Hence, we have the two energetic forms or principles of Our Mercury, the volatile and the fixed. We will see later on how these two substances help to form the two Mercuries known as the Red Mercury and the White Mercury.

Our next element is the Air element. Hermetic lore states the Air element is not a true element in and of itself. It is born, we are told, by the commingling of the Fire and Water elements. In this regard, the Air element is composed of a dominant quality taken from the Fire and Water elements, i.e., heat and moisture.

If we look at the symbol for the element Air four facts are shown to us by its symbolism:, (1) the element of course is made up of the three essentials: (2) it is of a semi-volatile nature: (3) the horizontal line across the top third of the triangle tells us that this element comes in two forms, volatile and fixed, which it got from fire and water: (4) the placement of the horizontal line in the top third of the triangle instead of its midpoint, tells us that the volatile substance is of a much lesser quantity than that of the fixed.

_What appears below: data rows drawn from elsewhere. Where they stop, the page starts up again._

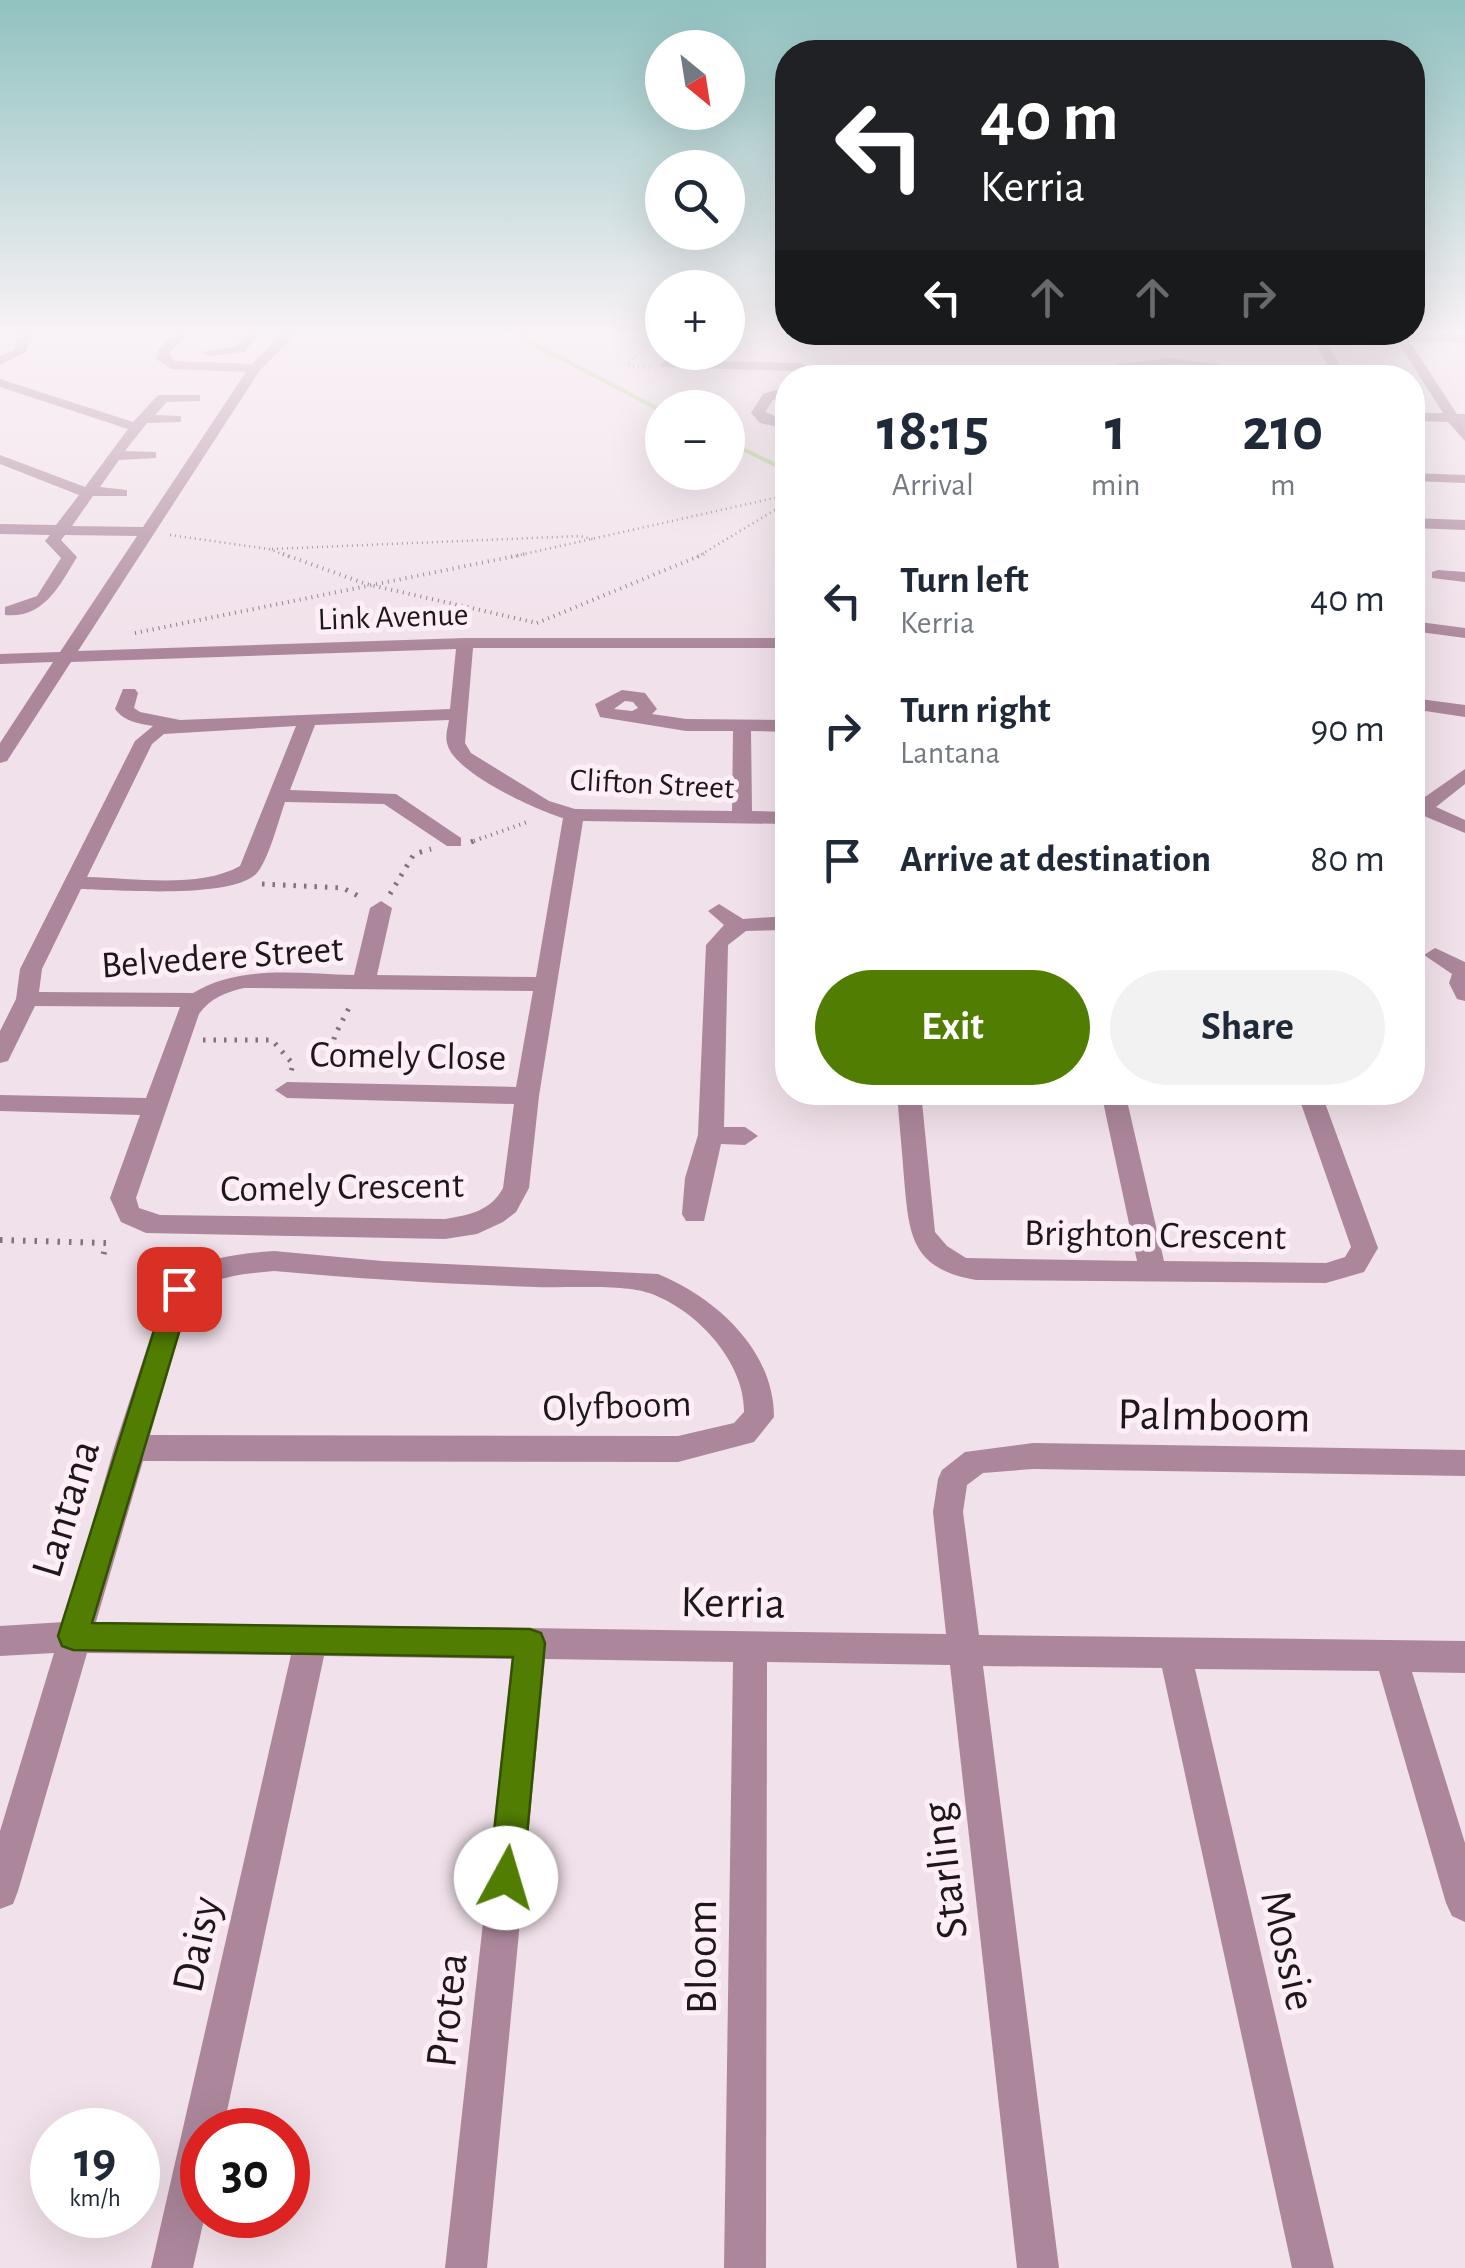 <!DOCTYPE html>
<html lang="en">
<head>
<meta charset="utf-8">
<style>
	:root { --surface:#fff; --page:#f2f2f3; --text:#1f2937; --muted:#747a83; --accent:#507d02 }
	body { margin:0; font-family:"Alegreya Sans",sans-serif; background:var(--page); color:var(--text); height:100vh; display:flex; flex-direction:column; font-size:38px; white-space:nowrap }
	* { box-sizing:border-box; margin:0 }
	p { font-size:32px; color:var(--muted) }
	.icon { flex:none; width:55px; height:55px; fill:none; stroke:currentColor; stroke-width:2; stroke-linecap:round; stroke-linejoin:round }
	.map { position:relative; flex:1; overflow:hidden }
	.details { position:absolute; left:775px; top:365px; width:650px; height:740px; display:flex; flex-direction:column; background:var(--surface); border-radius:40px; box-shadow:0 10px 40px #0002 }
	.details>* { flex:none }
	.top-card { position:absolute; left:775px; top:40px; width:650px; height:305px; border-radius:40px; box-shadow:0 10px 40px #0002; background:#202124; color:#fff; overflow:hidden }
	.needle { width:65px; rotate:150deg }
	.fabs { position:absolute; left:645px; top:30px; display:grid; gap:20px }
	.fabs a { display:grid; place-items:center; width:100px; height:100px; border-radius:50%; background:var(--surface); box-shadow:0 10px 40px #0002; font-size:50px }
	.speed { position:absolute; left:30px; top:2108px; display:flex; gap:20px; font-size:50px; font-weight:700; text-align:center }
	.speed>* { display:grid; place-content:center; width:130px; height:130px; border-radius:50%; background:var(--surface); box-shadow:0 10px 40px #0002; line-height:1 }
	.speed small { font-size:25px; font-weight:400 }
	.speed .limit { border:15px solid #d22; background:#fff; color:#111 }
	.pin { position:absolute; display:grid; place-items:center; width:85px; height:85px; color:#fff; margin:-42px; border-radius:20px; box-shadow:0 5px 15px #0006 }
	.me { position:absolute; width:110px; margin:-55px; rotate:6deg; stroke-linejoin:round; filter:drop-shadow(0 0 8px #0008) }
	.turn { display:flex; align-items:center; gap:35px; height:210px; padding:0 40px; font-size:45px }
	.turn .icon { width:130px; height:130px; stroke-width:2.5 }
	.turn b { display:block; font-size:70px; line-height:85px }
	.lanes { display:flex; align-items:center; height:95px; padding:0 40px; background:#0003; justify-content:center; gap:50px; direction:ltr }
	.lanes .off { opacity:.35 }
	.eta { display:flex; justify-content:space-evenly; align-items:center; height:170px; text-align:center }
	.eta b { font-size:60px; font-weight:600; line-height:70px }
	.button { display:flex; gap:20px; margin-top:auto; padding:20px 40px }
	.button a { flex:1; height:115px; border-radius:60px; background:var(--accent); color:#fff; font-size:40px; font-weight:600; line-height:115px; text-align:center }
	.button a+a { background:var(--page); color:var(--text) }
	ul { padding:0; list-style:none }
	li { display:flex; align-items:center; gap:30px; height:130px; padding:0 40px }
	li div { flex:1 }
	li b { display:block; font-size:38px }
	li em { font-style:normal }
	.map>svg:first-child { display:block }
	.lines { fill:none; stroke-linecap:round; stroke-linejoin:round }
	.stream { stroke:#add685; stroke-width:4 }
	.path-far3 { stroke:#7f747a; stroke-width:2.5; stroke-dasharray:1 4; stroke-linecap:butt }
	.path-far2 { stroke:#7f747a; stroke-width:4; stroke-dasharray:1 5; stroke-linecap:butt }
	.path-far1 { stroke:#7f747a; stroke-width:5; stroke-dasharray:2.5 8; stroke-linecap:butt }
	.path { stroke:#7f747a; stroke-width:6; stroke-dasharray:2.5 9; stroke-linecap:butt }
	.minor { fill:#ac879c; fill-rule:evenodd }
	.route { fill:#507d02; stroke:#345101; stroke-width:2.5 }
	.labels { text-anchor:middle; stroke-width:10; stroke-linejoin:round; paint-order:stroke }
	.far-street-label { font-size:32px; fill:#1e181b; stroke:#feeef7 }
	.street-label { font-size:38px; fill:#1e181b; stroke:#feeef7 }
	.near-street-label { font-size:45px; fill:#1e181b; stroke:#feeef7 }
</style>
</head>
<body>
<div class="map">
<svg width="1465" height="2268" viewBox="0 0 1465 2268">
	<rect width="100%" height="100%" fill="#f1e1ea"/>
	<g class="lines">
		<g class="stream">
			<polyline points="521,333 528,341 662,411"/>
			<polyline points="728,442 788,471"/>
		</g>
		<g class="path-far3">
			<polyline points="649,368 627,365 659,333"/>
			<polyline points="170,535 269,549 290,557"/>
			<polyline points="272,549 580,536 596,540"/>
			<polyline points="511,557 788,495"/>
			<polyline points="697,557 788,502"/>
		</g>
		<g class="path-far2">
			<polyline points="283,554 366,584 537,623"/>
			<polyline points="537,623 704,554"/>
			<polyline points="135,633 525,554"/>
			<polyline points="474,841 530,821"/>
		</g>
		<g class="path-far1">
			<polyline points="471,842 481,838"/>
			<polyline points="262,884 343,888 364,899"/>
			<polyline points="390,894 414,854 431,849"/>
			<polyline points="203,1040 272,1040 293,1064 291,1072"/>
			<polyline points="326,1070 335,1035 352,1002"/>
		</g>
		<polyline class="path" points="0,1240 106,1243 102,1262"/>
		<g class="minor">
			<polygon points="19,333 31,333 26,352 0,365 0,356 14,350"/>
			<path d="M175 333H189L169 353 174 361 252 364 283 333H297L260 370 78 651 465 638H788V648H473L465 743 471 753 549 801 575 809 732 811 733 731H686L600 717 595 704 622 690 645 693 657 709 652 714 686 719 788 720V732L751 731 752 811 788 812V824L583 821 539 1096 529 1188 516 1212 503 1222 477 1234 445 1239 146 1233 121 1222 110 1198 140 1115 0 1111V1095L146 1098 180 1007 35 1006 8 1061 0 1063V1031L16 999 20 969 135 741 153 726C137 723 125 722 115 709L123 689H135L138 693 134 708 140 712 180 720 450 709 456 649 71 662 7 761 0 763V743L53 662 0 664V654L60 652 137 536 65 535 61 540 77 557C60 585 44 619 5 615V607L37 596 61 558 45 541 50 535 0 534V524L56 525 79 495 0 464V455L85 487 128 429 0 387V379L133 422 158 395H200V401L167 402 155 415 181 416V422L147 423 125 451 156 452V458L119 460 100 487 127 490V496H93L72 526 143 527 246 372 171 369 156 359 159 349ZM625 701 633 702 638 708 632 711 614 709ZM449 720C448 726 445 737 447 743 453 773 537 810 563 818L536 977 377 975 392 908 381 901 370 908 354 975C300 974 241 964 193 993L39 992 42 969 81 889C118 890 230 899 256 874 268 862 279 819 285 802L384 804 447 846H461V838L396 794 290 790 315 725ZM296 726 240 866C199 889 133 878 87 877L152 744 164 734ZM244 988 533 991 516 1087 287 1082 275 1090 287 1098 514 1104 503 1188C491 1211 469 1215 445 1219L160 1215 139 1208 136 1198 199 1014C210 998 227 992 244 988Z"/>
			<polygon points="247,333 260,333 245,352 208,356 202,352 237,346"/>
			<polygon points="1465,334 1465,342 1410,342 1457,414 1465,414 1465,441 1448,422 1412,421 1412,413 1443,413 1398,342 1327,342 1347,378 1334,378 1315,342 1323,334"/>
			<path d="M1171 358 1219 364 1226 378H1213C1197 348 1115 378 1089 378L1117 364Z"/>
			<polygon points="667,360 800,363 829,378 812,378 798,371 662,367 661,364"/>
			<polygon points="920,365 963,366 1001,378 943,372 836,378 857,371"/>
			<polygon points="788,386 788,395 773,400 765,412 788,421 788,429 760,423 751,413 763,394"/>
			<polygon points="1412,473 1465,475 1465,483 1412,481"/>
			<polygon points="1412,518 1465,520 1465,530 1412,528"/>
			<polygon points="1438,570 1465,572 1465,582 1432,578 1432,572"/>
			<polygon points="1412,621 1465,628 1465,638 1412,631"/>
			<polygon points="1412,698 1465,705 1465,717 1412,709"/>
			<polygon points="1465,769 1465,784 1436,807 1465,820 1465,833 1424,816 1412,822 1412,806"/>
			<polygon points="719,904 743,919 788,916 788,930 746,931 728,945 724,1127 745,1127 758,1136 745,1145 721,1144 704,1221 686,1221 682,1214 685,1178 698,1135 706,945 724,925 708,911"/>
			<polygon points="1435,948 1465,962 1465,1001 1457,999 1449,983 1452,974 1424,955"/>
			<path d="M897 1092H921L935 1232 947 1246 966 1258 1137 1261 1101 1092H1125L1164 1261 1326 1263 1345 1257 1351 1247 1297 1092H1321L1378 1248 1364 1272 1326 1283 976 1280C911 1269 909 1235 904 1178 902 1150 899 1121 897 1092Z"/>
			<path d="M274 1251 382 1261 658 1274C716 1298 774 1350 774 1417L754 1442 678 1462 143 1461 96 1622 946 1634 933 1512 938 1479 942 1470 965 1452 1033 1443 1465 1450V1476L1033 1469 983 1473 967 1485 963 1512 979 1635 1465 1641V1673L1412 1672 1465 1843V1922L1452 1916 1446 1903 1379 1671 1195 1669 1334 2268H1292L1162 1668 983 1666 1059 2268H1017L950 1665 767 1662 766 2268H724L733 1662 545 1659 487 2268H445L512 1659 324 1656 223 2130H202L205 2215 193 2268H151L291 1655 87 1653 18 1891 13 1904 0 1909V1831L54 1653 0 1656V1626L64 1622 114 1448 169 1281C201 1258 235 1254 274 1251ZM274 1271C361 1279 447 1284 535 1287 564 1288 624 1284 649 1293 696 1309 745 1362 744 1412L734 1423 678 1436 150 1435 191 1295C217 1275 243 1274 274 1271Z"/>
		</g>
	</g>
	<linearGradient id="sky" x2="0" y2="1"><stop stop-color="#90c2c0"/><stop offset="0.51" stop-color="#f9f2f6"/><stop offset="1" stop-color="#f9f2f6" stop-opacity="0"/></linearGradient>
	<rect width="1465" height="651" fill="url(#sky)"/>
	<polygon class="route" points="179,1280 188,1282 192,1289 92,1623 530,1629 541,1633 545,1643 523,1878 518,1889 506,1894 494,1889 489,1878 513,1657 73,1650 62,1646 58,1636 167,1289 170,1282"/>
	<g class="labels">
		<g class="far-street-label">
			<text transform="translate(393 616) rotate(-2)" y="11">Link Avenue</text>
			<text transform="translate(652 783) rotate(3)" y="11">Clifton Street</text>
		</g>
		<g class="street-label">
			<text transform="translate(222 956) rotate(-4)" y="13">Belvedere Street</text>
			<text transform="translate(408 1055) rotate(1)" y="13">Comely Close</text>
			<text transform="translate(342 1186) rotate(-1)" y="13">Comely Crescent</text>
			<text transform="translate(1155 1234) rotate(1)" y="13">Brighton Crescent</text>
			<text transform="translate(617 1405) rotate(-2)" y="13">Olyfboom</text>
		</g>
		<g class="near-street-label">
			<text transform="translate(1214 1414) rotate(1)" y="16">Palmboom</text>
			<text transform="translate(64 1508) rotate(-73)" y="16">Lantana</text>
			<text transform="translate(733 1601) rotate(1)" y="16">Kerria</text>
			<text transform="translate(943 1871) rotate(-97)" y="16">Starling</text>
			<text transform="translate(195 1944) rotate(-78)" y="16">Daisy</text>
			<text transform="translate(1290 1950) rotate(77)" y="16">Mossie</text>
			<text transform="translate(700 1957) rotate(-90)" y="16">Bloom</text>
			<text transform="translate(445 2010) rotate(-84)" y="16">Protea</text>
		</g>
	</g>
</svg>
<div class="fabs">
<a><svg class="needle" viewBox="-14 -14 28 28"><path d="M0-13l5 13h-10z" fill="#e53935"/><path d="M0 13l5-13h-10z" fill="#747a83"/></svg></a>
<a><svg class="icon" aria-label="search" viewBox="0 0 24 24"><circle cx="10" cy="10" r="6"/><path d="M15 15l6 6"/></svg></a>
<a>+</a>
<a>−</a>
</div>
<div class="speed"><div>19<small>km/h</small></div><div class="limit">30</div></div>
<div class="pin" style="left:179px;top:1289px;background:#d93025"><svg class="icon" aria-label="arrive" viewBox="0 0 24 24"><path d="M6 21V4h12l-3 4 3 4H6"/></svg></div>
<svg class="me" style="left:506px;top:1878px" viewBox="-20 -20 40 40"><circle r="19" fill="#fff"/><path d="M0-13L10 11 0 6-10 11z" fill="#507d02"/></svg>
<div class="top-card">
<div class="turn"><svg class="icon" aria-label="left" viewBox="0 0 24 24"><path d="M17 20v-9H6M10 6l-5 5 5 5"/></svg><div><b>40 m</b>Kerria</div></div>
<div class="lanes"><svg class="icon" aria-label="left" viewBox="0 0 24 24"><path d="M17 20v-9H6M10 6l-5 5 5 5"/></svg><svg class="icon off" aria-label="ahead" viewBox="0 0 24 24"><path d="M12 20V5M6 11l6-6 6 6"/></svg><svg class="icon off" aria-label="ahead" viewBox="0 0 24 24"><path d="M12 20V5M6 11l6-6 6 6"/></svg><svg class="icon off" aria-label="right" viewBox="0 0 24 24"><path d="M7 20v-9h11M14 6l5 5-5 5"/></svg></div>
</div>
<section class="details">
<div class="eta">
<div><b>18:15</b><p>Arrival</p></div>
<div><b>1</b><p>min</p></div>
<div><b>210</b><p>m</p></div>
</div>
<ul>
<li><svg class="icon" aria-label="left" viewBox="0 0 24 24"><path d="M17 20v-9H6M10 6l-5 5 5 5"/></svg><div><b>Turn left</b><p>Kerria</p></div><em>40 m</em></li>
<li><svg class="icon" aria-label="right" viewBox="0 0 24 24"><path d="M7 20v-9h11M14 6l5 5-5 5"/></svg><div><b>Turn right</b><p>Lantana</p></div><em>90 m</em></li>
<li><svg class="icon" aria-label="arrive" viewBox="0 0 24 24"><path d="M6 21V4h12l-3 4 3 4H6"/></svg><div><b>Arrive at destination</b></div><em>80 m</em></li>
</ul>
<div class="button"><a>Exit</a><a>Share</a></div>
</section>
</div>
</body>
</html>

In the laboratory, the Air element is also considered to be made up of the dominant qualities of the two primordial elements. In truth, the task of the Air element lies in controlling the electric fluid and the magnetic fluid of the Fire and Water elements. For this reason it is said to be the true essence or consciousness of the matter with which we are working. No matter which of the three kingdoms one is working with, one can, by a correct understanding of the art, extract this double soul or consciousness from the matter being worked on.

We come now to our last element, that of the Earth. Hermetic lore also states this element, like the Air element, is not an element proper. It is in fact made up of the dominant qualities of dryness and coldness taken from the two primordial elements.

If one considers what has been said about the preceding three elements, as well as what was written about the three essentials, one will come to an inescapable conclusion: that the earth element is actually tetrapolar in nature. This is because it is made up of the action of the three preceding elements. Because of its specific quality of solidification, the other three elements have been given form. This emanation, though, is limited because with the birth of the earth element space, measure, weight, and time have been born.

Let us for a moment look at the symbol of the Earth element. This symbol also tells us four facts right away: (1) it is made up of the three essentials; (2) it is fixed because its apex points downward; (3) the horizontal line in its bottom third tell us that it comes in the two forms of volatile and fixed; (4) the placement of the horizontal line tells us that the quantity of the volatile substance is in a smaller proportion than that of the fixed.

In the laboratory this earthly substance can be obtained from any of the three kingdoms. The proper manipulations of this substance, after the other three have been placed into it, is the beginning of the Great and the Small works.